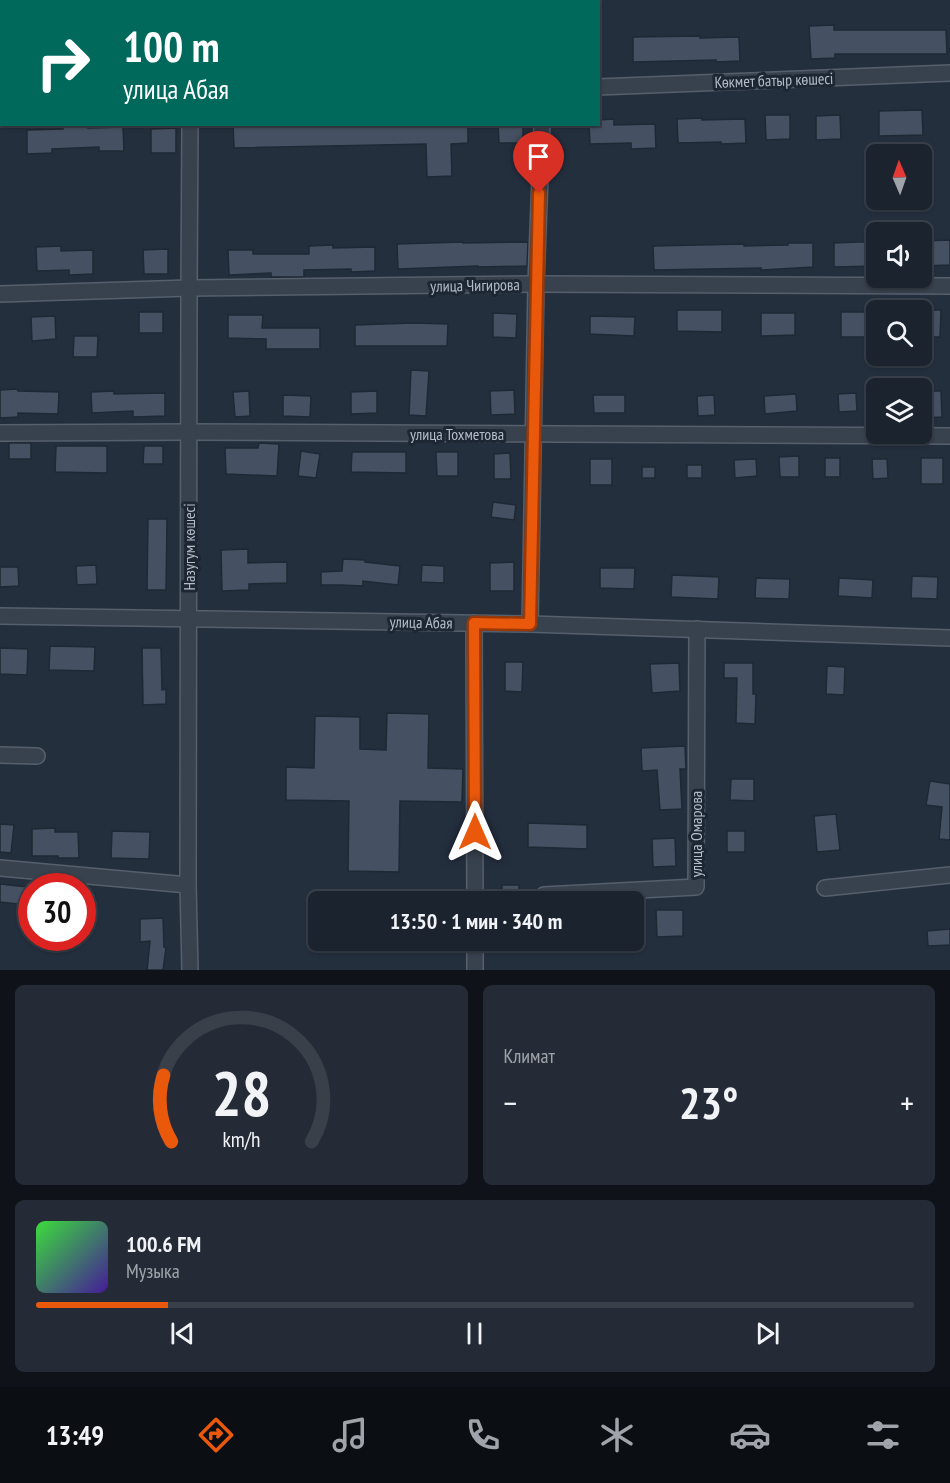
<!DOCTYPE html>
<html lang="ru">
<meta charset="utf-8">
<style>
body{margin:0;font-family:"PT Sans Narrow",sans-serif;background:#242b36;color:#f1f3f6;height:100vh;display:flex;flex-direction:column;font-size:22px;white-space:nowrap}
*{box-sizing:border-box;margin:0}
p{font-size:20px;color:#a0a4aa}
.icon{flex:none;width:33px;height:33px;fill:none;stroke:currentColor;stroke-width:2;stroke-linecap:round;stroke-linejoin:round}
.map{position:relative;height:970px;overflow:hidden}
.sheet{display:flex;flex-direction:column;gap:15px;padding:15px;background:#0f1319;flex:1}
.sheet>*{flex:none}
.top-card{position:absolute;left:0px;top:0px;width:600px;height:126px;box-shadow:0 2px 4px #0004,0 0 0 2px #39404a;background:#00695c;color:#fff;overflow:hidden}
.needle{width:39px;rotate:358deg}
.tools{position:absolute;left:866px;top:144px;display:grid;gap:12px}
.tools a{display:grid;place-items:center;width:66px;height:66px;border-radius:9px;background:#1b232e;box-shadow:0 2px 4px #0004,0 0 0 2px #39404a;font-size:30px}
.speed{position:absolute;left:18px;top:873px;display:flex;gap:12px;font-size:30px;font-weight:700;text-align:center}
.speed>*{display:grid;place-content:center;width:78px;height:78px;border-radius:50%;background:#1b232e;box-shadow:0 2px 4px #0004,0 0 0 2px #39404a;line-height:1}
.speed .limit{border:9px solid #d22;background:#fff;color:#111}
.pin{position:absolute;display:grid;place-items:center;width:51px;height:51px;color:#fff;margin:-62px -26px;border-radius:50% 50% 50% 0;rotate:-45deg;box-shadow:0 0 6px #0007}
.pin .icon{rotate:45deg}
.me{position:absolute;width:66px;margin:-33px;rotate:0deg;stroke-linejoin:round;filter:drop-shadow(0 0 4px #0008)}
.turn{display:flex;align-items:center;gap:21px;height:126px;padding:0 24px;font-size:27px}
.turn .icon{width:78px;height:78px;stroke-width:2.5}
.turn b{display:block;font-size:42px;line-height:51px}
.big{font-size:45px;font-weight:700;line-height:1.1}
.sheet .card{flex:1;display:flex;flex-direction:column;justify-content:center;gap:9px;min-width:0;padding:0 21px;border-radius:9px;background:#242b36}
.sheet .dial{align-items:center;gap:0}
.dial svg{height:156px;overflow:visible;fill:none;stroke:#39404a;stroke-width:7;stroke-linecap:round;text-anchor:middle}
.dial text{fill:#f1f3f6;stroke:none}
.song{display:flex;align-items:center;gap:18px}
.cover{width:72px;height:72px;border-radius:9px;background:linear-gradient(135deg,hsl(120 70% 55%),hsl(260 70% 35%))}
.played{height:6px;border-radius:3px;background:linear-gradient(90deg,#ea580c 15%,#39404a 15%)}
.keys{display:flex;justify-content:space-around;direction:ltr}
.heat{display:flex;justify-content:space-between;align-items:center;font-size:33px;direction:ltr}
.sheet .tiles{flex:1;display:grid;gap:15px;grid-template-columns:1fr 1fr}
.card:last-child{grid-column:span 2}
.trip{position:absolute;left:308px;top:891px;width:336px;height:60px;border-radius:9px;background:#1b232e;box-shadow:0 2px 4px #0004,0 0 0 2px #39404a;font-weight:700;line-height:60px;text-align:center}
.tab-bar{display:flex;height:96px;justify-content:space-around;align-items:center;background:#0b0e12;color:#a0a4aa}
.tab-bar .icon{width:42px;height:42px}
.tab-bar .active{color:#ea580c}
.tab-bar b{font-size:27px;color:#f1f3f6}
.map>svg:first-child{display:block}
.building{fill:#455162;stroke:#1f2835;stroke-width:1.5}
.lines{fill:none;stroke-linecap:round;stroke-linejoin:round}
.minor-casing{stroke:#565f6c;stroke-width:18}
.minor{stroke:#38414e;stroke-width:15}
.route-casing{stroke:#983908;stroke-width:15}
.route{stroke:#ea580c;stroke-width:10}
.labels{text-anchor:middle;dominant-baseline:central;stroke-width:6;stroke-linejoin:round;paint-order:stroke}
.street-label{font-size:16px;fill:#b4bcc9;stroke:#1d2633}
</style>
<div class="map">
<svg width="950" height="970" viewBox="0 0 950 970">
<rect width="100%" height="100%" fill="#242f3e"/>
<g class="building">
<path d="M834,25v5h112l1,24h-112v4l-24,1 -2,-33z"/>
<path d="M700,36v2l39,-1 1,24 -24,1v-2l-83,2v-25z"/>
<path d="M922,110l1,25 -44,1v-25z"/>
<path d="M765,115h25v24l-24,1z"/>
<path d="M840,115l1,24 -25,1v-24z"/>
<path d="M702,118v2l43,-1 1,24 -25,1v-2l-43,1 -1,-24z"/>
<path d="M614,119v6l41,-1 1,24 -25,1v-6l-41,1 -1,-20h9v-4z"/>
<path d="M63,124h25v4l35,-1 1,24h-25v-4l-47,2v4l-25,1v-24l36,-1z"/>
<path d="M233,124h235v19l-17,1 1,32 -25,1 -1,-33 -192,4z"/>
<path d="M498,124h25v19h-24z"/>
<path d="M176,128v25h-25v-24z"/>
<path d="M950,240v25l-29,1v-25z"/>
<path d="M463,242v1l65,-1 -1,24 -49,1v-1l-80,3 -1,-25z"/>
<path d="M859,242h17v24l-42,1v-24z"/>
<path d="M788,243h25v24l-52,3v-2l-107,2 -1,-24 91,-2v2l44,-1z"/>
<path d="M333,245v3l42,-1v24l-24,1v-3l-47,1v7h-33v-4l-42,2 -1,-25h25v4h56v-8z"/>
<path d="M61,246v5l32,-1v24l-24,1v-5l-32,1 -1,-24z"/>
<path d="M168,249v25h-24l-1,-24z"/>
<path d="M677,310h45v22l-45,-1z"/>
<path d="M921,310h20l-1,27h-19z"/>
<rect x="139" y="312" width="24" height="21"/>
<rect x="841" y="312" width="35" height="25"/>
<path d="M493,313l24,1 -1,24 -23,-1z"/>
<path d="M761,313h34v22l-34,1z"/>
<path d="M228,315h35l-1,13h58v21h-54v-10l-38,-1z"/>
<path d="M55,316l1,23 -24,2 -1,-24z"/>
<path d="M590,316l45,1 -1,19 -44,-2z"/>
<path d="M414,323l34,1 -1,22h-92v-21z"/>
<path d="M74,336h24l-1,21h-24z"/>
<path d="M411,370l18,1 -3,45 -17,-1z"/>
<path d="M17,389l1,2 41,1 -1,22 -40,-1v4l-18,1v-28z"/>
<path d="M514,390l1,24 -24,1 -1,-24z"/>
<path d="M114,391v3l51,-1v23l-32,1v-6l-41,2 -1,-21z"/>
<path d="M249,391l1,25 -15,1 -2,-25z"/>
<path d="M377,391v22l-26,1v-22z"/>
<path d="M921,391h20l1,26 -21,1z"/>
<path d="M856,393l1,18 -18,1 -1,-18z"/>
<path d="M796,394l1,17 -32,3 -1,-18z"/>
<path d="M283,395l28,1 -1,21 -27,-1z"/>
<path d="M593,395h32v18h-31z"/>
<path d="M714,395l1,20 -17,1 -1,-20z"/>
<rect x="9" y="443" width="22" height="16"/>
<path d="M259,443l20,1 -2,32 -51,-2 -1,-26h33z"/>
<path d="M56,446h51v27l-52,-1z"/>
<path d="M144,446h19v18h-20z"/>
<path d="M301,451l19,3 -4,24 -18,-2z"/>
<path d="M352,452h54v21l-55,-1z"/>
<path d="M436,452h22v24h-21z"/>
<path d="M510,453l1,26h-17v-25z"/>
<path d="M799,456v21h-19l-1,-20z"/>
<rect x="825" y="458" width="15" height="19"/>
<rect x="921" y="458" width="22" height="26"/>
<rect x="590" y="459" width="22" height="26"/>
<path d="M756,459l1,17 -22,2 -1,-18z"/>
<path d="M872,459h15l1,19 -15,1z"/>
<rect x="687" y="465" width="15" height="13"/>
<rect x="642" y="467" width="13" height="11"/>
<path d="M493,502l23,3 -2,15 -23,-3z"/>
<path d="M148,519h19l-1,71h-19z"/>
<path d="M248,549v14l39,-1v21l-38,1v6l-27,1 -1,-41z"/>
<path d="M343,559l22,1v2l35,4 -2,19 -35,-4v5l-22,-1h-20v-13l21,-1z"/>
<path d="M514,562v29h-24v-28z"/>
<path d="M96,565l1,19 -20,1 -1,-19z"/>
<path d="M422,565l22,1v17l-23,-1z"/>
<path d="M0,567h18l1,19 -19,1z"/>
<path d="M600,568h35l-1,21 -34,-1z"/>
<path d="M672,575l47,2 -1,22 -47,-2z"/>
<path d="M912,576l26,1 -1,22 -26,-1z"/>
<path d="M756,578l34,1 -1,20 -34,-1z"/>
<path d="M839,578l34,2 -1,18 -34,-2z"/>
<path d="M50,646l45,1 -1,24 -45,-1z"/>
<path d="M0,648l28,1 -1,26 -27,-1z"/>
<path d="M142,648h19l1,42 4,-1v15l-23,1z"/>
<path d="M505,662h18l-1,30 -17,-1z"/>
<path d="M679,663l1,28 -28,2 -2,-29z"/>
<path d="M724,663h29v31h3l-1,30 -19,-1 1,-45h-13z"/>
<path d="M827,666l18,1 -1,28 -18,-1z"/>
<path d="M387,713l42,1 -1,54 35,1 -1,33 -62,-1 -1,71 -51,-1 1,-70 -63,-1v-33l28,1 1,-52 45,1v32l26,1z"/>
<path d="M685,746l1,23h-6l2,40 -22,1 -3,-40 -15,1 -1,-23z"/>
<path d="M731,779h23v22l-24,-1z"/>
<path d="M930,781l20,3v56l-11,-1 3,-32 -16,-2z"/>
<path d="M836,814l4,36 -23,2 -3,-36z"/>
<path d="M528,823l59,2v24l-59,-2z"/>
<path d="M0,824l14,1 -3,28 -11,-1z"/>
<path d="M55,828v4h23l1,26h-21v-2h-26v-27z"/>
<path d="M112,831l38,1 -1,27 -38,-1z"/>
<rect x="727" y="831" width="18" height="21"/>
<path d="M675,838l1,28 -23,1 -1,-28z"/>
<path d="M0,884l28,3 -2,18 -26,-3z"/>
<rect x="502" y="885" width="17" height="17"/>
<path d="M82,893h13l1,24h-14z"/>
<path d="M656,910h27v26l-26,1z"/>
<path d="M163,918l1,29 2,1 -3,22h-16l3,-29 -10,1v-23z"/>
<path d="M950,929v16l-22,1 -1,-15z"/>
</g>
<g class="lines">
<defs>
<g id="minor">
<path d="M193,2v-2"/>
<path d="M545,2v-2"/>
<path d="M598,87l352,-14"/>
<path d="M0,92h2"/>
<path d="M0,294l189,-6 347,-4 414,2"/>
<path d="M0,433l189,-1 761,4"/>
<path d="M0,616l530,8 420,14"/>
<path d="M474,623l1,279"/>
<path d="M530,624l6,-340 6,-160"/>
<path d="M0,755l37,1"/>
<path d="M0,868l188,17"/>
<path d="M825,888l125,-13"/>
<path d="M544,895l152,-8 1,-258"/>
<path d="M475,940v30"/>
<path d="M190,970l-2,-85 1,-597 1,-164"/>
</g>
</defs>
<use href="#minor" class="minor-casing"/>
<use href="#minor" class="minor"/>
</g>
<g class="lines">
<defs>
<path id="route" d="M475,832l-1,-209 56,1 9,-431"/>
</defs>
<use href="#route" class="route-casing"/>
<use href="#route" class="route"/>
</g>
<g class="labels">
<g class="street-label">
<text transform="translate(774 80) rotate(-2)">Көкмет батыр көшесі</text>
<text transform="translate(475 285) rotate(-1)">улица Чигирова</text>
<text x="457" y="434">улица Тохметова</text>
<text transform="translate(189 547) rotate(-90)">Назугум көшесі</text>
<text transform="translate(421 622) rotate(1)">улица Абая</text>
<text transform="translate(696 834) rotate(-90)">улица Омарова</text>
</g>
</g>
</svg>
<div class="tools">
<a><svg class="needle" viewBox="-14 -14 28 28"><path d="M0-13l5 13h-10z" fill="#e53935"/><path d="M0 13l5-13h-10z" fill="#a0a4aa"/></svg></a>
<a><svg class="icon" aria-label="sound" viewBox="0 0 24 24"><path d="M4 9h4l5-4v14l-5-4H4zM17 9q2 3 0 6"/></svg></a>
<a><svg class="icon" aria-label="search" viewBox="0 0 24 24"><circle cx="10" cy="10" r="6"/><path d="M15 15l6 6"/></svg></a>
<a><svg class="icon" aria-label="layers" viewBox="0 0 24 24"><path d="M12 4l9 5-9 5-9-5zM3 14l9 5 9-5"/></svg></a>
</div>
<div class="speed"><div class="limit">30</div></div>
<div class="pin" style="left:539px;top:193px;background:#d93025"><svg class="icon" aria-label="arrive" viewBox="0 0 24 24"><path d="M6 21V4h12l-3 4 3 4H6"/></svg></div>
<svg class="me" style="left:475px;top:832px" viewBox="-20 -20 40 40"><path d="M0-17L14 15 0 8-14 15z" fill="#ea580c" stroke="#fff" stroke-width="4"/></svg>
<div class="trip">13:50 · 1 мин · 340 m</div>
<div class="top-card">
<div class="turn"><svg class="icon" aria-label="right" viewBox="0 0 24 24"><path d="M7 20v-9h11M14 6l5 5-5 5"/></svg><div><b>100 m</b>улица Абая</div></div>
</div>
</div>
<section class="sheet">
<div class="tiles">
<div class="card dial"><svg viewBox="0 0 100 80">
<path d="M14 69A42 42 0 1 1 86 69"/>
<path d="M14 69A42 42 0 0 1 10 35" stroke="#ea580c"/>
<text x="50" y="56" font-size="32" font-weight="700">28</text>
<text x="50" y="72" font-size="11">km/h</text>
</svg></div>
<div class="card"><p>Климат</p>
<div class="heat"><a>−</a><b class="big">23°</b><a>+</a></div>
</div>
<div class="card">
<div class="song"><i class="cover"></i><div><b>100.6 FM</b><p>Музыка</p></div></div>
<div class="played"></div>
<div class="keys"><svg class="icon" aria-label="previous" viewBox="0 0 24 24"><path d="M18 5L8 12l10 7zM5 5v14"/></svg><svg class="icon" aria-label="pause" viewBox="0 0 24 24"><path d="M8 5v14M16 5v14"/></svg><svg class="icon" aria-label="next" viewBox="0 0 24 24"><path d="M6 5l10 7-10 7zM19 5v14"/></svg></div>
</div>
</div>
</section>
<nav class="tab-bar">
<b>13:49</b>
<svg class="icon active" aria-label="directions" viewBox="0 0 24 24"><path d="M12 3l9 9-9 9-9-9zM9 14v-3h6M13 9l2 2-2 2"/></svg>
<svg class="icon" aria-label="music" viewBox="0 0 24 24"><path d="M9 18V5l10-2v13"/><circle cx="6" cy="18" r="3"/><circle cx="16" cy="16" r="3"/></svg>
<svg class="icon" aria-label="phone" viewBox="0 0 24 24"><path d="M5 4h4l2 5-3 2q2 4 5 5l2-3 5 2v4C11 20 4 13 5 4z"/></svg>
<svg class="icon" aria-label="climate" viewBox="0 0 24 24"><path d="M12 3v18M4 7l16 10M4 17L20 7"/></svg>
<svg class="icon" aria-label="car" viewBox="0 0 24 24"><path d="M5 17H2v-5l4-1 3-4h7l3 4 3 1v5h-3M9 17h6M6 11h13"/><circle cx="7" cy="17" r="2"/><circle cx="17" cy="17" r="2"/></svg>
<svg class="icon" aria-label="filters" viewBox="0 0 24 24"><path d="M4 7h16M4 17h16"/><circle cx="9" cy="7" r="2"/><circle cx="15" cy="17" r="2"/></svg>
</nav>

+ + +

Taking the material above, count every line in which the word "fill" appears; answer with the number alone.

▶ **Written answer**: 9